■ Dataset extract
Start of Block

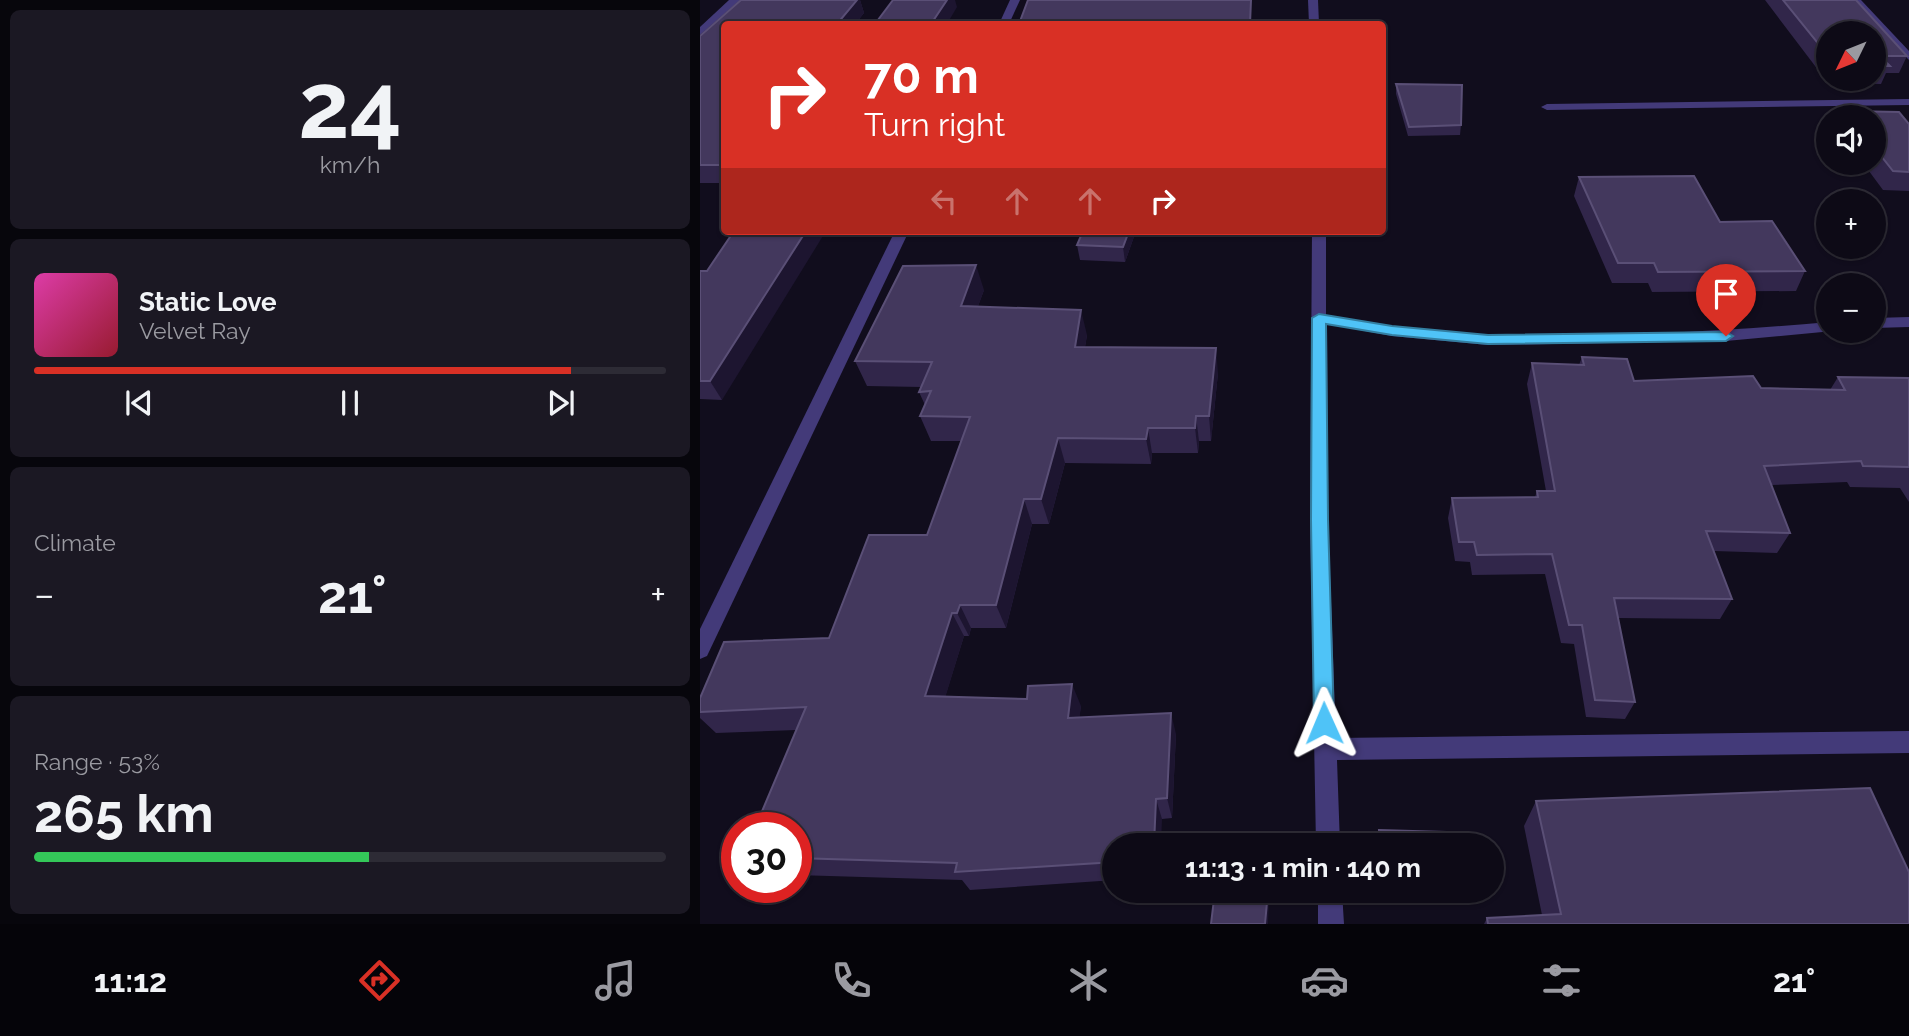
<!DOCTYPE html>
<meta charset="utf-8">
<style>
:root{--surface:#0d0a16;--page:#1b1823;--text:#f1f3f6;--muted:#9a9aa1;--line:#2d2b35;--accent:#d93025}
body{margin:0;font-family:Raleway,sans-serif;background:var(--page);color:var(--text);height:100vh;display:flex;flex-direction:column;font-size:26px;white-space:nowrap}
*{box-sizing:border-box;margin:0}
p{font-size:23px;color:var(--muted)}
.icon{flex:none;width:38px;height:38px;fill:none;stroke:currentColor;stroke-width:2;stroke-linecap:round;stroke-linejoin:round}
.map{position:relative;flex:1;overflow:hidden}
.details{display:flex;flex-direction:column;gap:10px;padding:10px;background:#07060c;width:700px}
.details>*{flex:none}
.hud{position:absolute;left:21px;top:21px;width:665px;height:214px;border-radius:7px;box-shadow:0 2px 5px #0004,0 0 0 2px var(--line);background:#d93025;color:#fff;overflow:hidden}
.needle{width:46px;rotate:227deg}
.tools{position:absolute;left:1116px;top:21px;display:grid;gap:14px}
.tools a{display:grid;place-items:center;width:70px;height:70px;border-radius:50%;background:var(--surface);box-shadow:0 2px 5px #0004,0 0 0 2px var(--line);font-size:35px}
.speed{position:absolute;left:21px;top:812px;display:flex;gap:14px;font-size:35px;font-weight:700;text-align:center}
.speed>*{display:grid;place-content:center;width:91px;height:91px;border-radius:50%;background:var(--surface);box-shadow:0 2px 5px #0004,0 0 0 2px var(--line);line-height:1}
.speed .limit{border:10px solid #d22;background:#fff;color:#111}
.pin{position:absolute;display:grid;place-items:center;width:60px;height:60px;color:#fff;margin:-72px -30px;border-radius:50% 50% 50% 0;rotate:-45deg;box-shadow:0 0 7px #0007}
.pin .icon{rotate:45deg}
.me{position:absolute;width:77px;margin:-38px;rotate:359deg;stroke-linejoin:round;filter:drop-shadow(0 0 5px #0008)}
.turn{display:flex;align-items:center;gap:24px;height:147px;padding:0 28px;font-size:32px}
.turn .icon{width:91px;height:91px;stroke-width:2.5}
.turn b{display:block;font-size:49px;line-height:60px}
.lanes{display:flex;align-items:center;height:66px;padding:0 28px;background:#0003;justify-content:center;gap:35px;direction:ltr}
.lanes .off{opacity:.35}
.big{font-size:52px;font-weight:700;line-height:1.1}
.details .card{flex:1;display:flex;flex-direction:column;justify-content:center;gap:10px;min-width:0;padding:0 24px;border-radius:10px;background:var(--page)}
.details .dial{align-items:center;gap:0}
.dial b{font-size:91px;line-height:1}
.song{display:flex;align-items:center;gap:21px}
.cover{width:84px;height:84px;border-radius:10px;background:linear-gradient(135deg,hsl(320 70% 55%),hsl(350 70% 35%))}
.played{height:7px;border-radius:4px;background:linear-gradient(90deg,var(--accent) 85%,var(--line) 85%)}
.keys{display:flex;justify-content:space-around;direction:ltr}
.heat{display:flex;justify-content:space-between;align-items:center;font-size:38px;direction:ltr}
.charge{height:10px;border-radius:5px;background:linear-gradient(90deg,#34c759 53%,var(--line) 0)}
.trip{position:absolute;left:402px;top:833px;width:402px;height:70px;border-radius:35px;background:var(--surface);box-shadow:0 2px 5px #0004,0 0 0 2px var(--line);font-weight:700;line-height:70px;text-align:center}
.dock{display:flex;height:112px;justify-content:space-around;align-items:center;background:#050409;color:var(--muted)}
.dock .icon{width:49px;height:49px}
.dock .selected{color:var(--accent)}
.dock b{font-size:32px;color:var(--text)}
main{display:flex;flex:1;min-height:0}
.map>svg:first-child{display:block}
</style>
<main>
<section class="details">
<div class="card dial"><b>24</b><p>km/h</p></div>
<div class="card">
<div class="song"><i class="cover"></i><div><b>Static Love</b><p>Velvet Ray</p></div></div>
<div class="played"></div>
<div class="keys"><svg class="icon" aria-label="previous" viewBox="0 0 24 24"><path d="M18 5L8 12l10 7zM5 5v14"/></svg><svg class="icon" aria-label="pause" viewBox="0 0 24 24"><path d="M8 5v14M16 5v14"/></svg><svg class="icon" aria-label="next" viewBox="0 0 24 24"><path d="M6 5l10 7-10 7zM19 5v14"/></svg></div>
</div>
<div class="card"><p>Climate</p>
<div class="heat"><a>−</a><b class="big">21°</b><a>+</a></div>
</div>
<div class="card"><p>Range · 53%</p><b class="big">265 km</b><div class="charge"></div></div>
</section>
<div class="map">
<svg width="1209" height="924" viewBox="0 0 1209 924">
<rect width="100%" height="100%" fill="#110d1d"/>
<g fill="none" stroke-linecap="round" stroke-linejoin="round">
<g fill="#433a79" fill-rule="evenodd">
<path d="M29,0H40L0,35V27Z"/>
<path d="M310,0H320L309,24H299Z"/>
<path d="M608,0H618L619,24H609Z"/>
<path d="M1151,0H1161L1209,51V60Z"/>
<path d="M1209,99V105L847,110L841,107L847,104Z"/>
<path d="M195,231H209L7,656L0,659V629Z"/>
<path d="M612,231H626V315C680,324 735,334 790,335C902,337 1016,332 1129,322V331H1133L1026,341L788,345L692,336L627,324L628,520L636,738L1209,731V753L637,760L640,845H616L610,520Z"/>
<path d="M1209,317V327L1174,328V318Z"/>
<path d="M618,891H642L644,924H618Z"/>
</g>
</g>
<g fill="#31264a" fill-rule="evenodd">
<path d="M41,0H160L164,13L155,24H24V183H0V36Z"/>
<path d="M1065,0H1156L1207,56L1199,73H1186L1181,84L1128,83ZM1129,33H1174V79H1129Z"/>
<path d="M696,84L761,125L760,135L708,136L696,94Z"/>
<path d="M1147,111L1209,124V191L1183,190L1163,163H1174V117H1144Z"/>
<path d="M879,177L1020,222L1105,271L1096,291L952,292L948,283H912L874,196Z"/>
<path d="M279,231H436L425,262L380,260L377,245L381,235L279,233Z"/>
<path d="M0,271L22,400L0,399Z"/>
<path d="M284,290L278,306L387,335L385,347L518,373L511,441H499L498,453H452L451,464L365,463L349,524H332L306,628H271L269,636H264L245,697L381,706L379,718L476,734L472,818L462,819L415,845V880L270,890L262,880L96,875V730L16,733L0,718V698L129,638L227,535L261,441H231L220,416L225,405L219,392L221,387L167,386L155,361Z"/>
<path d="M882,357L934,381L1061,388L1130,390L1138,377L1209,378V502L1200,488L1150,487L1147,482L1071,485L1090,533L1077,553L1014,551L1032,599L1020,619L918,618L935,702L925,719L886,717L874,644L861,643L845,574L772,575L770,562L755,561L748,518L752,498L835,497L837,491H846L827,384L832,363L879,365Z"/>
<path d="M836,801L1209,924H784L787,918L842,915L824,826Z"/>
</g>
<g fill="#1d1530">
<path d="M157,0H160L164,13L155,24H137Z"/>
<path d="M247,0H255L257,7L247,24H231Z"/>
<path d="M106,231H126L22,400L10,381Z"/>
<path d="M429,231H436L425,262L423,247Z"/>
<path d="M276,265L284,290L269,331L261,306Z"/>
<path d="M381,310L387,335L381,372L375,347Z"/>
<path d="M516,348L518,373L511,441L509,416Z"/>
<path d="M496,416L499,441L498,453L495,428Z"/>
<path d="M448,428L452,453L451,464L446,439Z"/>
<path d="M358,438L365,463L349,524L341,499Z"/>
<path d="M324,499L332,524L306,628L296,605Z"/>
<path d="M260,605L271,628L269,636L257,613Z"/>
<path d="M252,613L264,636L239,718L225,696Z"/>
<path d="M372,684L381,706L377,739L368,718Z"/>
<path d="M471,713L476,734L472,818L467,798Z"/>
<path d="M456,799L462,819L461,845H454Z"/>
<path d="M568,891H569V898L568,924H565Z"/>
</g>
<g fill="#43385d" stroke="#5a4f76" stroke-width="2">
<path d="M41,0H157L137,24H24V161L21,165H0V36Z"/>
<path d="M193,0H247L231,24H175Z"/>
<path d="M328,0H551L550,24H319Z"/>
<path d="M1083,0H1156L1207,56H1180L1190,66H1174V33H1129V57Z"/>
<path d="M696,84L762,85L761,125L709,127Z"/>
<path d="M1147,111L1199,112L1209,124V172L1193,171L1174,147V117H1152Z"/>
<path d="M994,176L1020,222L1072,221L1105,271L958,272L954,263H918L879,177Z"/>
<path d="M34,231H106L10,381H0V271H7Z"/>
<path d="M383,231H429L423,247L377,245Z"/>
<path d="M276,265L261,306L381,310L375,347L516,348L509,416H496L495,428H448L446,439L358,438L341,499H324L296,605H260L257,613H252L225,696L327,699L328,686L372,684L368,718L471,713L467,798L456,799L454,845H415V862L255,872L257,863L96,858V828H55L106,707L0,712V698L24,642L129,638L169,535H227L270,417L220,416L231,391L219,392L232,362L155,361L203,266Z"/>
<path d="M882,357L927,359L934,381L1053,376L1061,388L1145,390L1138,377L1209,378V467L1163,466L1161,461L1064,466L1090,533L1006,531L1032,599L914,598L935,702L895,700L882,625H869L852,554L777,555L774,542H759L752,498L838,497L837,491H855L832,363L884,365Z"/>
<path d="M1170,788L1209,872V924H788L787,918L861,914L836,801Z"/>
<path d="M679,830L746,832L747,845H680Z"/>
<path d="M515,891H568L565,924H511Z"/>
</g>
<path fill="#4fc3f7" stroke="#337fa1" stroke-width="2" d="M619,314L692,326L788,335L1026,332L1033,336L1026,341L788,344L692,335L626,324L628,520L634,723L631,730L624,732L617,730L614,723L611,520L612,318Z"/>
</svg>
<div class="tools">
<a><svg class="needle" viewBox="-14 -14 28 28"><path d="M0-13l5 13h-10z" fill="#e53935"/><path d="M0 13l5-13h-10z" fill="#9a9aa1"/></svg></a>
<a><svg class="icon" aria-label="sound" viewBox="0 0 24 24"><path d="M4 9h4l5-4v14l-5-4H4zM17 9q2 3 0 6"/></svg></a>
<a>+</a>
<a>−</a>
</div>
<div class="speed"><div class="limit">30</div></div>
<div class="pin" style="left:1026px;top:336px;background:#d93025"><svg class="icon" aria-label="arrive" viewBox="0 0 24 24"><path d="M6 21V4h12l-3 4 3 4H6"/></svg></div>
<svg class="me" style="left:624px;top:723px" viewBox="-20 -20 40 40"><path d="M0-17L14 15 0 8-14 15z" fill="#4fc3f7" stroke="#fff" stroke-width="4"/></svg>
<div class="trip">11:13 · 1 min · 140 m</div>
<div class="hud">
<div class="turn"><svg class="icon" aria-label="right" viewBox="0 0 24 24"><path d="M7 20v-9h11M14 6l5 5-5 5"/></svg><div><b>70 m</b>Turn right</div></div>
<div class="lanes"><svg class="icon off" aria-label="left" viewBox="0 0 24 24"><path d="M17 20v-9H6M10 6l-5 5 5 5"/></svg><svg class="icon off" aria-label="ahead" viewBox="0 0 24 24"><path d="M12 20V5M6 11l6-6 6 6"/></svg><svg class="icon off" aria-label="ahead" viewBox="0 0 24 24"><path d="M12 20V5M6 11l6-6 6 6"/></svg><svg class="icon" aria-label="right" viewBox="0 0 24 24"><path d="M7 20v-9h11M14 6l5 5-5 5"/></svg></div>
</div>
</div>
</main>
<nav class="dock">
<b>11:12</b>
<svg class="icon selected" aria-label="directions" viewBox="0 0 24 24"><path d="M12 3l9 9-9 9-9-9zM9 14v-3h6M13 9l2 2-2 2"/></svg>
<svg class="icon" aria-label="music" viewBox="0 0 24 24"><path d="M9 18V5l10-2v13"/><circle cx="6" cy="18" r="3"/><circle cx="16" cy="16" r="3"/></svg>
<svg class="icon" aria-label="phone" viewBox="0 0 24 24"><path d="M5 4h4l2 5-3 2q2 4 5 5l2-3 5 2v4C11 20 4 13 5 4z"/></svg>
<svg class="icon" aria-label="climate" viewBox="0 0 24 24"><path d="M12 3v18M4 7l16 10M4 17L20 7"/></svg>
<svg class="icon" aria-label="car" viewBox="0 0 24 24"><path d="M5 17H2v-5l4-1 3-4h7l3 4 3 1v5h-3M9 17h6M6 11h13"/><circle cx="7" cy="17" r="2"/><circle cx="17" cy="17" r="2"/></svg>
<svg class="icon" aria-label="filters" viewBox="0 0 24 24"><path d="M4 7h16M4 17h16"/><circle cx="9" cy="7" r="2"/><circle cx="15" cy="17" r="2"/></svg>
<b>21°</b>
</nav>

End of Block

■ What the task requires
Within the listing, how many lines hold the word "rotate"? Only the number is to be given.

■ Exercise answer
4